Assister à un spectacle mis en scène par Jean-Pierre Ponnelle il y a plus de quatre décennies réserve quelques surprises. La première et plus importante est qu’on y prend du plaisir. Oui les décors « carton pate » de L’Italiana in Algeri ont vieilli et font sourire le spectateur européen plus guère habitué à cette esthétique (voir le commentaire de Guillaume Saintagne qui vit cette production à Vienne). Mais à New York la scénographie reste toujours aussi efficace. Si efficace qu’elle a depuis essaimé dans nombres de productions légères de Rossini vu ici et là. On y danse en permanence en suivant le rythme des contrebasses ; les gestes des protagonistes suivent une sorte de « Macarena » drolatique. Cela n’interdit pas quelque audace comme cette femme nue qui s’échappe du hammam de Mustafa quand il sort de son bain. Libre au spectateur d’imaginer ce qu’elle pouvait bien faire là, accroupie et cachée à la vue de tous. La direction d’acteur n’a probablement plus grand chose à voir avec celle réglée au cordeau par le metteur en scène français en 1973. Qu’importe, les interprètes se glissent dans leurs costumes comme dans des gants et prennent un plaisir manifeste à enchainer les gags (même si éculés) et chorégraphies.
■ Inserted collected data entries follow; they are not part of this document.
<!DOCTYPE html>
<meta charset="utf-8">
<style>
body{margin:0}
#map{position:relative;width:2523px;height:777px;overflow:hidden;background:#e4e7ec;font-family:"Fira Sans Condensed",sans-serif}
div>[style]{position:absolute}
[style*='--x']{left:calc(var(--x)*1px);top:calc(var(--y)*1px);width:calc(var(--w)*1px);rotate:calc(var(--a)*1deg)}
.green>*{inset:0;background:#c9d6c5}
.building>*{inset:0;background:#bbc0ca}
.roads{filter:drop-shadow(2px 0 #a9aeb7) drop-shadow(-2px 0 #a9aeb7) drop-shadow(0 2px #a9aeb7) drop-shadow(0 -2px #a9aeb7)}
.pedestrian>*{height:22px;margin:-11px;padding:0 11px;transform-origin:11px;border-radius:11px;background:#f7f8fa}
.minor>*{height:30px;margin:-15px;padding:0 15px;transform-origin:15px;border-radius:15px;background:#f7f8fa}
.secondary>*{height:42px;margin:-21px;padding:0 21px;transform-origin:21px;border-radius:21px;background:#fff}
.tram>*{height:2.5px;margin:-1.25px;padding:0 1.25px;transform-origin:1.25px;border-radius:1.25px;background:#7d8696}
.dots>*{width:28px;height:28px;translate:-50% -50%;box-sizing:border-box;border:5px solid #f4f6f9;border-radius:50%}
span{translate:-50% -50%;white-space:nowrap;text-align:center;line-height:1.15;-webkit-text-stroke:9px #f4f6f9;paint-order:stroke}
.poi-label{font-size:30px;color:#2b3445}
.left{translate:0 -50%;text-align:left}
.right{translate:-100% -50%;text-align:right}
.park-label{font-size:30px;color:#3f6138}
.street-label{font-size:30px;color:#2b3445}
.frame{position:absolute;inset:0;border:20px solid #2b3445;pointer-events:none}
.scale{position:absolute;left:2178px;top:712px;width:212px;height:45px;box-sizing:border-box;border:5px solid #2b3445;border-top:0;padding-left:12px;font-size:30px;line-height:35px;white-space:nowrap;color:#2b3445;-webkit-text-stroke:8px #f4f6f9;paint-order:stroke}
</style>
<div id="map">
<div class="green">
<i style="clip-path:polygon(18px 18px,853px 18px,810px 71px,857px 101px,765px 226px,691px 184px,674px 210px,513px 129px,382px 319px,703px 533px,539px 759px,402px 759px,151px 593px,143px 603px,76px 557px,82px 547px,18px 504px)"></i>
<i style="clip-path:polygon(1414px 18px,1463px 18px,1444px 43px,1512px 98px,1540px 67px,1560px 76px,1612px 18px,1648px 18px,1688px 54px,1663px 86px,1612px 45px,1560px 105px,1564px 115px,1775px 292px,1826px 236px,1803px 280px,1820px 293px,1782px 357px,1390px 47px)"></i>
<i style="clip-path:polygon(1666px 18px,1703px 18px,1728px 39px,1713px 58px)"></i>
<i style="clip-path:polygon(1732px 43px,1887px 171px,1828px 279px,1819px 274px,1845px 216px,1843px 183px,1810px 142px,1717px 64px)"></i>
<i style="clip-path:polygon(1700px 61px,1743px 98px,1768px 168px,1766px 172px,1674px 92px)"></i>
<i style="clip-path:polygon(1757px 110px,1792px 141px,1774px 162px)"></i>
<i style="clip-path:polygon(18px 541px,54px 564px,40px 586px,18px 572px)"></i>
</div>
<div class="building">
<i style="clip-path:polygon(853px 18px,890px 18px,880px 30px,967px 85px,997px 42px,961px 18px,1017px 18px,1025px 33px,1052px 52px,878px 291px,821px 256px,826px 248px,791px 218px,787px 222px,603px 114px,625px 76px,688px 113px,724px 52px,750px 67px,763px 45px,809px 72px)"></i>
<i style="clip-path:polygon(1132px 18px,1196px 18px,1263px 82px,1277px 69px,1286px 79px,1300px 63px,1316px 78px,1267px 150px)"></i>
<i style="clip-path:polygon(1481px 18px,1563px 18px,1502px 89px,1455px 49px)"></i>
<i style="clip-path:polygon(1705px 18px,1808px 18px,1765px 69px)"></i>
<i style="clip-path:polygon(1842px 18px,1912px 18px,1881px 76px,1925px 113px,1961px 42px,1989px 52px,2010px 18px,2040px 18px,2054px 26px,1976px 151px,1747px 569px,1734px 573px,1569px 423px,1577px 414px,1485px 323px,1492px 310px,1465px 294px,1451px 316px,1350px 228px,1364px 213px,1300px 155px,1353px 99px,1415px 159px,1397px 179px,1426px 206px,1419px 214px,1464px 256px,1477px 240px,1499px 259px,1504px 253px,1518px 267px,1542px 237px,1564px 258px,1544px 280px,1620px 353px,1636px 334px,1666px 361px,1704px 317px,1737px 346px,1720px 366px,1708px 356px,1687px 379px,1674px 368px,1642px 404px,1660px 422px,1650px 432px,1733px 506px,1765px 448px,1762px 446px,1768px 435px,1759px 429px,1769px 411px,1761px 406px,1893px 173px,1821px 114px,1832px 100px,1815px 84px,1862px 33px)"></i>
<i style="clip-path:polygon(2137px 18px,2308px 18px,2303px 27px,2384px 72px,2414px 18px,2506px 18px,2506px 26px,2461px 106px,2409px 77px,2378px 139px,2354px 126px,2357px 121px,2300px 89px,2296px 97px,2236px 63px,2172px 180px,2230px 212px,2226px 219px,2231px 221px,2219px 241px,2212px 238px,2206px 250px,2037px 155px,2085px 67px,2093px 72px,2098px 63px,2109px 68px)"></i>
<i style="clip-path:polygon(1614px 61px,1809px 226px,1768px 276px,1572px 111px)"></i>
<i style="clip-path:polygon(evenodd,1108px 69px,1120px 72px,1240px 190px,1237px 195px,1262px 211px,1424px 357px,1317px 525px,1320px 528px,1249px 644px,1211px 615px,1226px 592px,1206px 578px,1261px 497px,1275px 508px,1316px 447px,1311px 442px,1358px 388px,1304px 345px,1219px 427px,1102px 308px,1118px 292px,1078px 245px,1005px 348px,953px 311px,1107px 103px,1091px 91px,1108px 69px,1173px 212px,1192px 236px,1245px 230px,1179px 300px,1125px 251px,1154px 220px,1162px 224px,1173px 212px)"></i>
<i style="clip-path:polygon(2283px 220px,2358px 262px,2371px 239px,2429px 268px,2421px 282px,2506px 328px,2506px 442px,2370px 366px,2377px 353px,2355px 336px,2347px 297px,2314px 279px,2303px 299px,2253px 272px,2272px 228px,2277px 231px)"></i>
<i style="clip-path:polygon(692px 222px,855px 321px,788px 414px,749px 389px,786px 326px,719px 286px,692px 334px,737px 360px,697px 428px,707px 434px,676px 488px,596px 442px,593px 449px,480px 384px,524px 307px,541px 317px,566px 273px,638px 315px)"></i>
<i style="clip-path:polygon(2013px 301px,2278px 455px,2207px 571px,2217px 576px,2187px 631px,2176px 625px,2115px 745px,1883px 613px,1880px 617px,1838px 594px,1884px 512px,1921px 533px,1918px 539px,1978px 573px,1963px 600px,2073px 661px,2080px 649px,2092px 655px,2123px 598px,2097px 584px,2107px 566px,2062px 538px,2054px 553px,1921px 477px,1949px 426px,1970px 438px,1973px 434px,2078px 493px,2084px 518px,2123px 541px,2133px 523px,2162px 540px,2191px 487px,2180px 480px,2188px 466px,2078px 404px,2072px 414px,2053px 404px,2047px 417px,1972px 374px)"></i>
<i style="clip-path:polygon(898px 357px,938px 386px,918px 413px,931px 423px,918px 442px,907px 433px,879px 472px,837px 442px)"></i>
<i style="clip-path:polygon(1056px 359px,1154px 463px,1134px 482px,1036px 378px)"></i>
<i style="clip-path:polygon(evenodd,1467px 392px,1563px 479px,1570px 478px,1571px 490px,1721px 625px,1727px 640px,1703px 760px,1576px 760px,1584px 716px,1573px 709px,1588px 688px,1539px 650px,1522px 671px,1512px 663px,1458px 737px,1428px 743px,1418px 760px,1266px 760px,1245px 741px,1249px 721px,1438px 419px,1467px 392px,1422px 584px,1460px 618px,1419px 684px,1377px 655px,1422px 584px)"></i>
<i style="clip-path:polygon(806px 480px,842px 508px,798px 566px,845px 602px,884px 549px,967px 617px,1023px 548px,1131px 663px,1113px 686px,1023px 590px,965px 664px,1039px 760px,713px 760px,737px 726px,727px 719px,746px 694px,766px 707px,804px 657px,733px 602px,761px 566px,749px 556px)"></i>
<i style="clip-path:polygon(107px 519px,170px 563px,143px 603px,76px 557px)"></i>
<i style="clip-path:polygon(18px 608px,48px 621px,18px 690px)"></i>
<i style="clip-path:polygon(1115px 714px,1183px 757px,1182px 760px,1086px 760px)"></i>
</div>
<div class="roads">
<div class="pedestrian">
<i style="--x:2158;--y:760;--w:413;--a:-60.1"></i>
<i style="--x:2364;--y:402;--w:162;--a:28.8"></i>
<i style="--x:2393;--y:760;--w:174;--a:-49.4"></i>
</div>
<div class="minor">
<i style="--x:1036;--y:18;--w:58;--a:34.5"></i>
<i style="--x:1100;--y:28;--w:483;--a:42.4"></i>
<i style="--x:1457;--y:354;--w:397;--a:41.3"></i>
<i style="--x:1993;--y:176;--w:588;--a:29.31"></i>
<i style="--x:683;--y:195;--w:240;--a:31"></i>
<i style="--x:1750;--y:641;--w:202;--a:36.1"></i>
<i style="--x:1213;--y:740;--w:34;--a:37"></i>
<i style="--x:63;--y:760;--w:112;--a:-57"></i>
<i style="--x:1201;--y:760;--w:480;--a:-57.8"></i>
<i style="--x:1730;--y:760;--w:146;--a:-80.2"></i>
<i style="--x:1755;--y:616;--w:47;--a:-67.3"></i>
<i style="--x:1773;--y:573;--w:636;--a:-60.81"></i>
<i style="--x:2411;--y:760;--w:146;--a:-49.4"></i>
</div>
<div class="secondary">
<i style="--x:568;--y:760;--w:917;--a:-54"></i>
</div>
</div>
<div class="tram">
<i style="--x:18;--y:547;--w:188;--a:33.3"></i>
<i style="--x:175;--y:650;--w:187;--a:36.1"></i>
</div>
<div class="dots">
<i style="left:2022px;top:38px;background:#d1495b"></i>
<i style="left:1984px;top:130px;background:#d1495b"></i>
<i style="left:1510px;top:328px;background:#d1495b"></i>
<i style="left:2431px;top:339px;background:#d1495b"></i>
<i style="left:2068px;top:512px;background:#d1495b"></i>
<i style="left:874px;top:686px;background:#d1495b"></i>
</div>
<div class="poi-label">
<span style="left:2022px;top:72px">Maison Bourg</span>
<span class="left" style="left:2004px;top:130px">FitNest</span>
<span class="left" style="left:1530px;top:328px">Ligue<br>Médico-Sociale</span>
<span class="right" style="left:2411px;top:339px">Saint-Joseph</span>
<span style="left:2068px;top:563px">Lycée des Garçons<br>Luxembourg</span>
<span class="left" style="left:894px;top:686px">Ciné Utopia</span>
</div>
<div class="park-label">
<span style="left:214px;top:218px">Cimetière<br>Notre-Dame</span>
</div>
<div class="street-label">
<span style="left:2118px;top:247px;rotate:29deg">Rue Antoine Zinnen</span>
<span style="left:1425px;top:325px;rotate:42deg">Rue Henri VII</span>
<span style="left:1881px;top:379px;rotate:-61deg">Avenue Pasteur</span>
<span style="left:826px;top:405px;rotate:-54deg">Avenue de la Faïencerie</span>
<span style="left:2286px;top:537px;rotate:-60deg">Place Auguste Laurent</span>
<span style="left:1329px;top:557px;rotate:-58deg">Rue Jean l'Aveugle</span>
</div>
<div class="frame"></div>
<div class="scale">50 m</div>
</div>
Leur bonne humeur se communique au public du Metropolitan Opera, hilare à plusieurs reprises.
© Metropolitan Opera
Mais assister à une « legacy production » quand le Directeur Emeritus James Levine tient le bâton rend l’aventure encore plus attrayante. Bonheur que de le voir fringant et souriant depuis son perchoir être acclamé par son public comme chaque soir où il prend son service. Clameurs méritées car une fois encore sa direction est un modèle d’équilibre et de dosage, où, dans la transparence radieuse des différents pupitres du Metropolitan Orchestra, chaque phrase, contre-point et commentaire instrumental s’entend sans ostentation. Les tempi retenus sont au service de la farce et les ruptures de rythmes suivies dans l’instant par la fosse et le plateau. L’orfèvrerie va jusqu’aux nuances mêmes. D’une torsion de main du maestro l’orchestre se terre en sourdine avant d’enfler, de moulinet en moulinet, dans les finals de scène ou d’acte.
Quant aux chanteurs, ils se glissent avec aisance dans le costume des gloires rossiniennes qui se sont produites avant eux au Metropolitan Opera. Certes les seconds rôles sont peu convaincants. Angela Mannino (Elvira), remplaçante de dernière minute, présente une voix acide régulièrement prise en défaut dans l’aigu, quand Dwayne Croft interprète un Hali assez scolaire. En revanche, Marianna Pizzolato, qui fait ses débuts new-yorkais, ajoute à la gouaille d’Isabella une technique rompue à ce répertoire. Elle effectue des variations à l’envi, colore les notes ou s’amuse avec la prononciation pour donner vie à l’espiègle comme à l’amoureuse. René Barbera surprend par sa vaillance et son aisance ainsi que par le volume conséquent de sa voix. Un Lindoro gorgé de soleil et de vitamines que seul handicape un manque de nuance. Ildar Abdrazakov commence piano piano pour mieux exulter ensuite tant vocalement que scéniquement. Son Bey sonore (surtout dans l’immensité du Met) ne fait pour autant pas l’économie de variations et de nuances. Un art que Nicola Alaimo maitrise lui aussi. Au global, la somme et l’alchimie des uns et des autres magnifient cette soirée de répertoire en divertissement rossinien de très bonne facture.